**Supplied information**
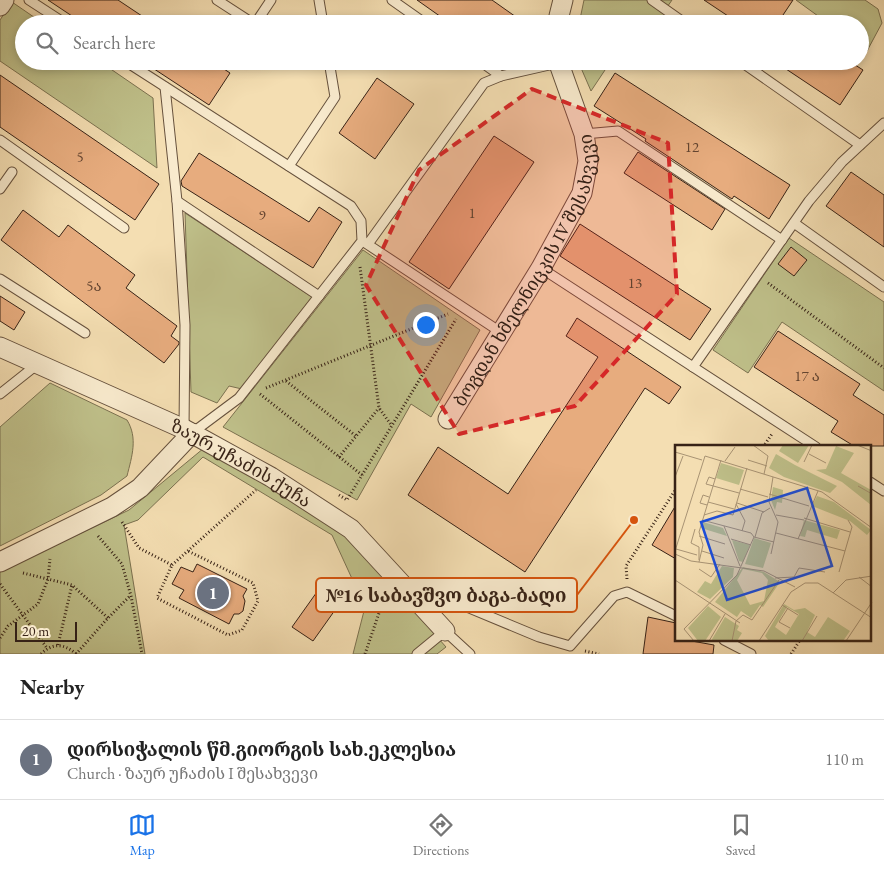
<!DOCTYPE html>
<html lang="en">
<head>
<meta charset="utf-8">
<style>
	body { margin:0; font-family:"EB Garamond","Noto Serif Georgian",serif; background:#f2f2f2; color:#222 }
	.scale { position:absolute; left:15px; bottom:12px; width:62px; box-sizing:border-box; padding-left:5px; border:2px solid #372216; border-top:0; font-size:14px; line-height:18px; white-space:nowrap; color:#372216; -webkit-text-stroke:4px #f8eacd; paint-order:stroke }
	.you { position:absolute; left:425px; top:324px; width:18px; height:18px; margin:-12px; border:4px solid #fff; border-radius:50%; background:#1a73e8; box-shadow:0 0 0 8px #1a73e833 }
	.badge { display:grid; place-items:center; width:32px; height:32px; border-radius:50%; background:#1a73e8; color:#fff; font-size:16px; font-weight:700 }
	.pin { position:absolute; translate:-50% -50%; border:2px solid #fff; box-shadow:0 1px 5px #0006 }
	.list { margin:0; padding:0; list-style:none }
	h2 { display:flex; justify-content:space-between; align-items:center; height:65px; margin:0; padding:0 20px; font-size:21px }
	h2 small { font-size:16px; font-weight:400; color:#767676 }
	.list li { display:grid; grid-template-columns:32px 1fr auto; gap:15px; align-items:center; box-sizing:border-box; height:80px; padding:0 20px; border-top:1px solid #e0e0e0 }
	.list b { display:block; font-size:19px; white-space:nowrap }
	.list p { margin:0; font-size:16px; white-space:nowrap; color:#767676 }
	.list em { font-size:16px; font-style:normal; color:#767676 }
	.icon { flex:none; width:28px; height:28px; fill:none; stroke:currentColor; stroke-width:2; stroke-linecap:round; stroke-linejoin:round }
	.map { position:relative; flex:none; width:884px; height:654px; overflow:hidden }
	.search { position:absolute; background:#fff; box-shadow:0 2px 8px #0003; left:15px; right:15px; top:15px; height:55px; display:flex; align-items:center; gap:12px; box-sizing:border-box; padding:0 18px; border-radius:28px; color:#767676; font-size:19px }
	.sheet { height:145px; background:#fff }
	nav { display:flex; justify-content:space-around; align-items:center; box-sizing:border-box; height:70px; border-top:1px solid #e0e0e0; background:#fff; font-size:14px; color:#767676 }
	nav a { display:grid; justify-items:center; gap:2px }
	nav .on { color:#1a73e8 }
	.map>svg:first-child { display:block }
	.green { fill:#bfc08a; stroke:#7b7150 }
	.building { fill:#e7ac7e; stroke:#372216 }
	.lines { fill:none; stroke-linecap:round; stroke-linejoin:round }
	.lane-casing { stroke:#66513d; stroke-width:11 }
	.street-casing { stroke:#66513d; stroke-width:21 }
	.path { stroke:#372216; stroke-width:3; stroke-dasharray:1 2.5; stroke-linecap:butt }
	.lane { stroke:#f8eacd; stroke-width:9 }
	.street { stroke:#f8eacd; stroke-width:19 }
	.marked { fill:#d62828; fill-opacity:0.2; stroke:#d62828; stroke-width:4; stroke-dasharray:10 6; stroke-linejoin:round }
	.labels { text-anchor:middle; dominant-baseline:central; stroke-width:5; stroke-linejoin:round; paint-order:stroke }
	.number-label { font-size:15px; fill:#634430 }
	.street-label { font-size:18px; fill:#372216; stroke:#f8eacd }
	.inset-road { fill:none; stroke:#a89374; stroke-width:1 }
	.view { fill:#1d4ed8; fill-opacity:0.15; stroke:#1d4ed8; stroke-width:2.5 }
	.inset-edge { fill:none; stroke:#372216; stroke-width:2.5 }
	.leader { fill:none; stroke:#d6540d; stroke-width:2 }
	.callout-dot { fill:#d6540d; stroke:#f8eacd; stroke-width:2 }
	.callout { fill:#f8eacd; stroke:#d6540d; stroke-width:2 }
	.callout-label { font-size:19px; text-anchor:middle; font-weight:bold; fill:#372216 }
</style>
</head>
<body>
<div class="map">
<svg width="884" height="654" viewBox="0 0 884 654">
	<rect width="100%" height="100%" fill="#f4deb2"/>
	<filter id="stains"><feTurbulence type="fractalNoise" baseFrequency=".004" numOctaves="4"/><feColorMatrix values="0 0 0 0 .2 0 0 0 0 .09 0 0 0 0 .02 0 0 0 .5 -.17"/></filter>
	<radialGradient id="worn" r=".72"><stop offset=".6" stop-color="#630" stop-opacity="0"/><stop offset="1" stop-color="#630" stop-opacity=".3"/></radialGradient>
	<g class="green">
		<polygon points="584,0 672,0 663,13 677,22 676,24 579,24"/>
		<polygon points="796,0 865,0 878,9 882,23 867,51 860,46 860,24 829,24"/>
		<polygon points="12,2 44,24 24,24 24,61 99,61 153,98 157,168 0,61 0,20"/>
		<polygon points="578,61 611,61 591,91"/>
		<polygon points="185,213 312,297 242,389 229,386 217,403 191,392"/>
		<polygon points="789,238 884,302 884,391 782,322 748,373 713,350"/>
		<polygon points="363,250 480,330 431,417 411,404 357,500 223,427"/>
		<path d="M50,383L127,420C138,438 132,456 127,476L101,495L0,546V427Z"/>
		<polygon points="204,448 303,503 349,537 446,647 437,654 353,654 365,607 332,535 203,457 138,520 124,525 145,654 0,654 0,572 129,510"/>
	</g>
	<g class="building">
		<polygon points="48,0 118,0 154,24 84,24"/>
		<polygon points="417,0 492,0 526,24 451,24"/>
		<polygon points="704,0 793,0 777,24 740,24"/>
		<polygon points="142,61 212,61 230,73 209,105"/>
		<polygon points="774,61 849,61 863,70 840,105"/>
		<polygon points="615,73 790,185 769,219 734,196 732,199 645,141 646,139 594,106"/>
		<polygon points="0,75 159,184 135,220 0,127"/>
		<polygon points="377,78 414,104 375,159 339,133"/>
		<polygon points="494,136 534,162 449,289 409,262"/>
		<polygon points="638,152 725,209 712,230 624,173"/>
		<polygon points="199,153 309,222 319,207 342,222 313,268 182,186 181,181"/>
		<polygon points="851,172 884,195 884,247 826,206"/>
		<polygon points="23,210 59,237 68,225 135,275 126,288 177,326 171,336 179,342 179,344 164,363 1,240"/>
		<polygon points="580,224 711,309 690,340 560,256"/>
		<polygon points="791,247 807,260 794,276 778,264"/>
		<polygon points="0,296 25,312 14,330 0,321"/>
		<polygon points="577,318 681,387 669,404 645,388 525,572 408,495 438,447 508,494 598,357 566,336"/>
		<polygon points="778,331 860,384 853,395 884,415 884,446 854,446 831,432 838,421 754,367"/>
		<polygon points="676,505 676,559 652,545"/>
		<polygon points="197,564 247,589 243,596 245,601 243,611 239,614 234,614 229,624 179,598 184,590 172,584 181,567 193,572"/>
		<polygon points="324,582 345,596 313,641 292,627"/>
		<polygon points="648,617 676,623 676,640 686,640 714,645 713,654 643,654"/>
	</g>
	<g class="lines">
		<defs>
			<g id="lane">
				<polyline points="29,0 66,24"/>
				<polyline points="217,0 254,24"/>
				<polyline points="319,0 323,24"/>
				<polyline points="392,0 426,24"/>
				<polyline points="652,0 686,24"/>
				<polyline points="255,24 271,0"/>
				<polyline points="125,61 351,206 361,221 362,241 239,398 192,433"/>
				<polyline points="480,61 501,76"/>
				<polyline points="740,61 860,145"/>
				<polyline points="165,87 177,201 185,325 184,429"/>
				<polyline points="584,134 618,131 782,240"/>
				<polyline points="0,140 124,228"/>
				<polyline points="289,166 335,97 329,61"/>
				<polyline points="0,189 12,172"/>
				<polyline points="177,201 319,296"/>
				<polyline points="794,223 884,287"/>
				<polyline points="364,242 502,333"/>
				<polyline points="368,244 484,83 501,76 558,63"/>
				<polyline points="541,268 816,447"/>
				<polyline points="0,279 85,333"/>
				<polyline points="693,367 809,201 842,162 884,123"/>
				<polyline points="0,394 39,363"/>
				<polyline points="870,482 884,491"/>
				<polyline points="421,605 438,598 450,600 539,637 570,646 614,596 627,592 676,616"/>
				<polyline points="724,640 751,654"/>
				<polyline points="417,654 445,631 470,654"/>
			</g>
			<g id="street">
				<polyline points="0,6 4,0"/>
				<polyline points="559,24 559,16 563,0"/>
				<path id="s1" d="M0,347L184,429L271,477L351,529L445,631"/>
				<path id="s2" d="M448,419L541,268L582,193L588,161L584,134L558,61"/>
				<polyline points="0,562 112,507 140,488 192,433"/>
			</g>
		</defs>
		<use href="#lane" class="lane-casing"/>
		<use href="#street" class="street-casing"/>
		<g class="path">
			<polyline points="360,267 379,408 392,426"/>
			<polyline points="768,283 884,368"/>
			<polyline points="286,381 356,436"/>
			<polyline points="266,388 448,314"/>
			<polyline points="260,394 362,475"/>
			<polyline points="763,447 772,434"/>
			<polyline points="339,457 379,408"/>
			<polyline points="339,495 347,500 456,319"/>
			<polyline points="122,522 139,548 172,565 157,598 228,635 242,630 258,601 253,583 188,551"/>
			<polyline points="98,536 122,564 131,596 142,654"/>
			<polyline points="172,565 256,490"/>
			<polyline points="23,573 72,585 108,618"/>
			<polyline points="627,579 626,566 676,489"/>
			<polyline points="0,584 47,648"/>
			<polyline points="0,638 8,626 38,604 48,579 50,559"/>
			<polyline points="58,645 72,585"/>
			<polyline points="585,651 599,654"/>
			<path d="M41,654C52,643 64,643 76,654"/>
			<polyline points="76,654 108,618 130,596"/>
			<polyline points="365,654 379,613 380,589"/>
			<polyline points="791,654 800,640"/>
		</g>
		<use href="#lane" class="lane"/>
		<use href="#street" class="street"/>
	</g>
	<path class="marked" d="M532,89L668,143L677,294L575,406L459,434L366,285L419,170Z"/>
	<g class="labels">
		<g class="number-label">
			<text x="692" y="146">12</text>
			<text x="80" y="156">5</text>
			<text x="472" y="212">1</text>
			<text x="262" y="214">9</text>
			<text x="635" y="282">13</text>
			<text x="94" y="285">5ა</text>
			<text x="807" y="375">17 ა</text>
		</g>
		<g class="street-label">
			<text stroke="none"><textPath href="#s2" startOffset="170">ბოგდან ხმელნიცკის IV შესახვევი</textPath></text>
			<text stroke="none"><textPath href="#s1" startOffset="268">ზაურ უჩაძის ქუჩა</textPath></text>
		</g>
	</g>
	<g transform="translate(675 445)">
		<rect width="196" height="196" fill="#f4deb2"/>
		<path d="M108,0H134L123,18L104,6ZM161,1L179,8L166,28L196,45V60L167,37L141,25L151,24ZM101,9L120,20L162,41L155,48L109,32L94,23ZM46,18L69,25L64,40L41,33ZM98,42L108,45L107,58L102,57L100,65L96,55ZM142,51L159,57L196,85L192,90L175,76L137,61ZM129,75L165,85L162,94L132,85L130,92L125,91ZM28,77L48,83L52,91L26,83ZM79,93L96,98L88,123L70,119ZM57,95L75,100L68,117L64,116ZM47,121L59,123L58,132L35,154L22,147L30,136L36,139ZM68,122L89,127L105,137L88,162L85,160L76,173L66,166L62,172L40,157ZM68,124L87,128L93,135L89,156L75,160L62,135ZM109,159L119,165L130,163L140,170L132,187L140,192L153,172L175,186L168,196H94L90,191ZM112,162L124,169L111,190L100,182ZM33,161L46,172L30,196H23L13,183ZM50,172L64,181L62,185L67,188L62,196H36Z" fill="#bfc08a" fill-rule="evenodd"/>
		<path class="inset-road" d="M78,0L93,11L89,29M182,0L197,6M0,7L27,15M134,9L151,18M73,15L92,21M50,16L60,2M129,17L137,0M0,32L8,11M40,34L34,32L31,39L64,48M183,41L197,49M65,44L93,52M94,49L134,61M33,57L59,64M62,58L89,67M61,59L70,76L67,86M32,60L25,58L28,50L34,52M29,70L42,66L58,70L72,23M101,70L129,75M129,73L175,87M49,81L65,121M20,84L16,98L24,102V115M101,88L170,106L177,82L173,75M24,91L50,99M79,92L99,97M80,92L87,68L95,63M56,94L76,100M123,94L143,46M1,104L22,110M0,106L30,11L147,47L197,83M27,106L49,113M0,109L16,116L89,126L120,142M96,109L103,77L94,57L98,32M24,117L28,100L24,87L46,15M24,124L36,132L45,119M164,127L170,106M184,132L197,142M100,133L119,132L124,123L150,127M0,135L65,178M158,148L171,135L197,131M107,160L123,170M113,163L104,177L115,183M9,184L62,130L79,92L76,88L27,75M9,184L19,196M34,196L50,169M57,196L61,176L68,170L77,175L104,135M84,196L116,147L130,138H143L197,173M127,196L142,171M171,196L197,157"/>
		<path class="view" d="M132,43L157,121L52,155L26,77Z"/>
		<rect width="196" height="196" class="inset-edge"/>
	</g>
	<path class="leader" d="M634 520L577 595"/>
	<circle class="callout-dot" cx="634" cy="520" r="5"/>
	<rect class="callout" x="316" y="578" width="261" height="34" rx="5"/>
	<g class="callout-label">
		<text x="446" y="602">№16 საბავშვო ბაგა-ბაღი</text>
	</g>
	<rect width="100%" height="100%" filter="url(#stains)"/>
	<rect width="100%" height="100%" fill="url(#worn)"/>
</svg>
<div class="scale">20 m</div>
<div class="you"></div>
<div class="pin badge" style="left:213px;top:593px;background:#6b7280">1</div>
<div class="search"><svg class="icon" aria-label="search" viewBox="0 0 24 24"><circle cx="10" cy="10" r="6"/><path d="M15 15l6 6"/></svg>Search here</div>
</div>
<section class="sheet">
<h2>Nearby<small></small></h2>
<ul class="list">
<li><span class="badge" style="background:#6b7280">1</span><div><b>დირსიჭალის წმ.გიორგის სახ.ეკლესია</b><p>Church · ზაურ უჩაძის I შესახვევი</p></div><em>110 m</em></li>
</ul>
</section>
<nav>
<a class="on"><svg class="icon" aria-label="map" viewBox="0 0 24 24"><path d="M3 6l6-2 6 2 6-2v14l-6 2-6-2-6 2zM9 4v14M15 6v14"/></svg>Map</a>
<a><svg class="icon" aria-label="directions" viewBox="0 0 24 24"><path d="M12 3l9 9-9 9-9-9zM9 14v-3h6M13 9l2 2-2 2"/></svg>Directions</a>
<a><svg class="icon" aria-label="saved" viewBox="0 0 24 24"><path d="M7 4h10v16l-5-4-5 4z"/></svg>Saved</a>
</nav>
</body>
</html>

**What is needed**
Look over the data above and show each line that contains "lines".

**Final answer**
	.lines { fill:none; stroke-linecap:round; stroke-linejoin:round }
	<g class="lines">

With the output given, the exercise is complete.